Dell is contacting buyers of its PowerEdge 1650 servers because of a defect that can cause the systems to overheat, emit smoke and shut down.
The motherboards of all PowerEdge 1650 servers sold worldwide between January and early May last year could be defective and should be replaced, said Dell spokesman Bruce Anderson.
"The inductor on the motherboard can overheat and can cause a small amount of smoke to emit," he said. When the overheating occurs, the server shuts down. "There is no safety issue," Anderson said. The inductor is used to control voltage, he said.

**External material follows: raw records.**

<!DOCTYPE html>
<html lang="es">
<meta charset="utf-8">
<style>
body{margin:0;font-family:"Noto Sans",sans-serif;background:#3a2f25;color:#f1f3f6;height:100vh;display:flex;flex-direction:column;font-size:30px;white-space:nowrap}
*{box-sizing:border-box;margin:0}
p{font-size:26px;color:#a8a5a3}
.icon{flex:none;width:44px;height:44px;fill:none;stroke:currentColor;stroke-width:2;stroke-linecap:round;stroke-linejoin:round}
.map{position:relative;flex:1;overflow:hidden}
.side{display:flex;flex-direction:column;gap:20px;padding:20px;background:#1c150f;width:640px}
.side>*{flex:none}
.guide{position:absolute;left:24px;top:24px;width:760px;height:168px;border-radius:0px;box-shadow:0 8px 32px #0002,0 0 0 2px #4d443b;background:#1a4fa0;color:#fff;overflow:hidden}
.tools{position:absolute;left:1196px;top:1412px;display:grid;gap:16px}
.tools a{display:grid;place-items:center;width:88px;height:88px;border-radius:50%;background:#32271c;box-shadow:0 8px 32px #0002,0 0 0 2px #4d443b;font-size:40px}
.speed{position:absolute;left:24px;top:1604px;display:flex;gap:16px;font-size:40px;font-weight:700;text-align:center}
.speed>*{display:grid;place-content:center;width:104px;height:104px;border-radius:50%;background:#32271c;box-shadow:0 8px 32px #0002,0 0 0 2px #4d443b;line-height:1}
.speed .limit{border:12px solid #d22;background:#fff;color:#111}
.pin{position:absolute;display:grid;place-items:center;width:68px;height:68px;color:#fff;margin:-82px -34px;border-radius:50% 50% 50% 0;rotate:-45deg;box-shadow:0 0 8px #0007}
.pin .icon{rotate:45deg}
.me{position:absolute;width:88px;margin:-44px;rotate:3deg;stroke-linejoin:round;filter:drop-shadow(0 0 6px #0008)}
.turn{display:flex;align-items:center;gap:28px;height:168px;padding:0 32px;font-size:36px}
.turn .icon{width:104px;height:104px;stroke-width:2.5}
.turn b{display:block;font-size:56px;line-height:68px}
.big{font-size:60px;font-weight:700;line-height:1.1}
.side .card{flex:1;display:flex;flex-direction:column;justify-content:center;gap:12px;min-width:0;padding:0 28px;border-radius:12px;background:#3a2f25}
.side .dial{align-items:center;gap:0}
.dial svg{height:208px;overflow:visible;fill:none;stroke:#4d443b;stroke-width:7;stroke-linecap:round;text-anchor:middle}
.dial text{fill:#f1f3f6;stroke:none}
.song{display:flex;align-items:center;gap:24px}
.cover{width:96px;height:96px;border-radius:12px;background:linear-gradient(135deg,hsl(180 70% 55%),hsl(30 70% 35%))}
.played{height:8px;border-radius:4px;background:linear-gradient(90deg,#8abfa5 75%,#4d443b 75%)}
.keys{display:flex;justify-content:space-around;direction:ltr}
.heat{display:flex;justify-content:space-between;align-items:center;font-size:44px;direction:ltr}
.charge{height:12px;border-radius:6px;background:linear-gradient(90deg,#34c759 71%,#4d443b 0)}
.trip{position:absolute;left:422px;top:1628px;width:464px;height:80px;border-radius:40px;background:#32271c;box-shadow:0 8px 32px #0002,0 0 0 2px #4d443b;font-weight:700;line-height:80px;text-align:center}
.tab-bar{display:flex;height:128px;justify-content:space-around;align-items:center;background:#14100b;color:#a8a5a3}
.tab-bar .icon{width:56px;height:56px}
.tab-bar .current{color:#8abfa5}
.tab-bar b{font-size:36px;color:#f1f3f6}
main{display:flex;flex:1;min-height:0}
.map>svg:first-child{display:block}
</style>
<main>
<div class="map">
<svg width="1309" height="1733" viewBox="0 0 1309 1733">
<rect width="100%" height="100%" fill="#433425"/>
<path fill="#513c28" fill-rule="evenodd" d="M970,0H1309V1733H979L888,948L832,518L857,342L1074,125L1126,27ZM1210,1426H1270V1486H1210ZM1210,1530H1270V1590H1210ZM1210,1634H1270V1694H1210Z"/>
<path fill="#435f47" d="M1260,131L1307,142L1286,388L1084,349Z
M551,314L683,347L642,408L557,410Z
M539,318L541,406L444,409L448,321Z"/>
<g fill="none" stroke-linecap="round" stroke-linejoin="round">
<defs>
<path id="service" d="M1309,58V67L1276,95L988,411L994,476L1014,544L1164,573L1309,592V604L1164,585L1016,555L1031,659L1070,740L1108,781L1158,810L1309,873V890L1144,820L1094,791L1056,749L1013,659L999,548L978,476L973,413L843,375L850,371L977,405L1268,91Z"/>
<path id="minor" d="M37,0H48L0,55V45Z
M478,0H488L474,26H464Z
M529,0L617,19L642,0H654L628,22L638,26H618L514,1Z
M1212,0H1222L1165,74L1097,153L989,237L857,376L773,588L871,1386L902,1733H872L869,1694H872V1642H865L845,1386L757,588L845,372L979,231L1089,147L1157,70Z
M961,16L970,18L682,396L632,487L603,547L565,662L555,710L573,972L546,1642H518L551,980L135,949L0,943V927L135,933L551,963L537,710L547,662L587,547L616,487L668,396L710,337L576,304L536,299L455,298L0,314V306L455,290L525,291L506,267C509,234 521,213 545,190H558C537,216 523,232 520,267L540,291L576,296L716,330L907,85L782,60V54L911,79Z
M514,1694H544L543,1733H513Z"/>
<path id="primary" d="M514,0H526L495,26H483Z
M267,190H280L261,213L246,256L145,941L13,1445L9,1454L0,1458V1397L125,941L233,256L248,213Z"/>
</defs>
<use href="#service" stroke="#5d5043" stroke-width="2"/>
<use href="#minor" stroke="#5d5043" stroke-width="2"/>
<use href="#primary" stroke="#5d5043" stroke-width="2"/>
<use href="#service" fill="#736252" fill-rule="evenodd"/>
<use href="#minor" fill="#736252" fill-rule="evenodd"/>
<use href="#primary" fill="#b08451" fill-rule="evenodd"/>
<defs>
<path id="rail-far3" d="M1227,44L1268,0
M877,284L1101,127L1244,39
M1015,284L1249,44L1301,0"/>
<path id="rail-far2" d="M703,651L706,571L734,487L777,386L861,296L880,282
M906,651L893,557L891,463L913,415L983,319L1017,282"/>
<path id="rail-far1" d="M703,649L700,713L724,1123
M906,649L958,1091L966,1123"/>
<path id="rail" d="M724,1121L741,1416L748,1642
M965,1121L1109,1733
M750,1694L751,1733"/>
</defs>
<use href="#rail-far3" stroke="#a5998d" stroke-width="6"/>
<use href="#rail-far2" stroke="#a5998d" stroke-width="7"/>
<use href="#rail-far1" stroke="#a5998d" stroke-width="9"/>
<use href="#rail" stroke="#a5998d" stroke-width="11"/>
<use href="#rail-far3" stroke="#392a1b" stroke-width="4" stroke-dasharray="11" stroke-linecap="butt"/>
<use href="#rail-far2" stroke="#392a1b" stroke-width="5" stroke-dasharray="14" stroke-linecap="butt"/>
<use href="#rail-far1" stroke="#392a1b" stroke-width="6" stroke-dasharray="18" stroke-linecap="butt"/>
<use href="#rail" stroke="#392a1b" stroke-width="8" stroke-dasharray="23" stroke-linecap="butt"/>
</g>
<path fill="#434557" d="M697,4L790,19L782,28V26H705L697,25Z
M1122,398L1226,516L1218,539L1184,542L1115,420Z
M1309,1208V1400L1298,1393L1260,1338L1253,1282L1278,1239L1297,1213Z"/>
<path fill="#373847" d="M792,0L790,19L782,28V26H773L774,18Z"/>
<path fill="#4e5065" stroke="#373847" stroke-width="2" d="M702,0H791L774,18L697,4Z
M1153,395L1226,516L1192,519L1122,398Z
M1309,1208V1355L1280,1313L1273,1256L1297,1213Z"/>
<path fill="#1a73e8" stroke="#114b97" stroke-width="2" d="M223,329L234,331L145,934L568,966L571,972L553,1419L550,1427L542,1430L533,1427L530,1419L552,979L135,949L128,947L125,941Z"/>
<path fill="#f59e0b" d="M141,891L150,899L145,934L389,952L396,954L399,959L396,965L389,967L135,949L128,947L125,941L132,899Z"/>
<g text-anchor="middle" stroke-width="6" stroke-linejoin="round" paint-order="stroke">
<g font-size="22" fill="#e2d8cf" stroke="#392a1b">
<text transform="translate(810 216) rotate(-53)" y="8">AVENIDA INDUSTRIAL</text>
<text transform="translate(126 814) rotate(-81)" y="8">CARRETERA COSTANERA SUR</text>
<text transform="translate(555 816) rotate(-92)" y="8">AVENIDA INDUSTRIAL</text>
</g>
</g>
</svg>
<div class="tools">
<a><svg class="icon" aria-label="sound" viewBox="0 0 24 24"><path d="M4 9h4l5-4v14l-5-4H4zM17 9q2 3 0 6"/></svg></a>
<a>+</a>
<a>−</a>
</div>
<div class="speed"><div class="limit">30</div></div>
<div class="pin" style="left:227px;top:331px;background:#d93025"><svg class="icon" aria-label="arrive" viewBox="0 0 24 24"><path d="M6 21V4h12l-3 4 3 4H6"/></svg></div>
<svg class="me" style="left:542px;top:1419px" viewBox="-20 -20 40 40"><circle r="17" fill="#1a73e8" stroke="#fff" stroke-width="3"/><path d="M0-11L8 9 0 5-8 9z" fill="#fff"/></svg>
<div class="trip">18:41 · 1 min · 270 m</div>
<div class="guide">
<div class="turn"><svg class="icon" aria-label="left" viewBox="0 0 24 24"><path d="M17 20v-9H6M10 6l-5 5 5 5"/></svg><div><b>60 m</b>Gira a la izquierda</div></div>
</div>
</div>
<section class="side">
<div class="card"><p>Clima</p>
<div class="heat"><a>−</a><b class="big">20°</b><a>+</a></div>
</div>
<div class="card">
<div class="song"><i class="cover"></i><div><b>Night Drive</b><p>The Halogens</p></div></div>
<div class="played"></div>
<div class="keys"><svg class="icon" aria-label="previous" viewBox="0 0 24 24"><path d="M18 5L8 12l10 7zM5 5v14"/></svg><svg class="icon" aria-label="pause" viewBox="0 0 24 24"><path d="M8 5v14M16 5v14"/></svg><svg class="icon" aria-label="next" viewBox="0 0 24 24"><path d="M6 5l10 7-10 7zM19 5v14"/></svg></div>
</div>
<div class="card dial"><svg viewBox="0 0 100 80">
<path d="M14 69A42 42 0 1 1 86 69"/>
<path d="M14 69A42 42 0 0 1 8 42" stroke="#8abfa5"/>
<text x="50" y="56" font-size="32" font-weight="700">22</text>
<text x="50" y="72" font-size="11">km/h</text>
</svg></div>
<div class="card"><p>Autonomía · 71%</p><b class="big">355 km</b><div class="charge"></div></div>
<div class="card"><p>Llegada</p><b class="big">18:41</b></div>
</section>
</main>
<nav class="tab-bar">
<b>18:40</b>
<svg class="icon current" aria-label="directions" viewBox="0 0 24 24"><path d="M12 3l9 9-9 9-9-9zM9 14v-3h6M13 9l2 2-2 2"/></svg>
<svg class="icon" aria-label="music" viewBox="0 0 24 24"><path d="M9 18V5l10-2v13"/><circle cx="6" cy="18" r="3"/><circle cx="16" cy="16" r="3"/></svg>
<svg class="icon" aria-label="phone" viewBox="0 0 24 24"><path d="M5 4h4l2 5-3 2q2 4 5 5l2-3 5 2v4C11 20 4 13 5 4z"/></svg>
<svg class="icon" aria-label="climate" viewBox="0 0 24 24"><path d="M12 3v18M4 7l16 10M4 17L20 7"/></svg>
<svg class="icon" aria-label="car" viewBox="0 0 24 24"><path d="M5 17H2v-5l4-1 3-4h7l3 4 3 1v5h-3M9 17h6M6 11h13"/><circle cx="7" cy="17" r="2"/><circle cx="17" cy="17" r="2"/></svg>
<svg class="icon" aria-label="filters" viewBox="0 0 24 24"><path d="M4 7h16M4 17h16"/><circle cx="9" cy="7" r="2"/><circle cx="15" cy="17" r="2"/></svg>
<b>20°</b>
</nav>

Dell started contacting customers late last year after users notified the vendor of the problem and determined the issue in its test environment, Anderson said.
The Dell PowerEdge 1650 is a rack server meant for use in data centers. The product was introduced in February of 2002 and succeeded by the PowerEdge 1750 in mid-2003. The motherboard in the PowerEdge 1650 was designed by Dell, according to Anderson.
Anderson declined to specify how many PowerEdge 1650 servers have the problem or how many Dell has sold overall. He also would not say who is to blame for the issue or how much it is costing Dell to fix it.
As a direct seller, Dell knows who buys its products. Dell will contact owners of affected systems and arrange to have the motherboard replaced, Anderson said.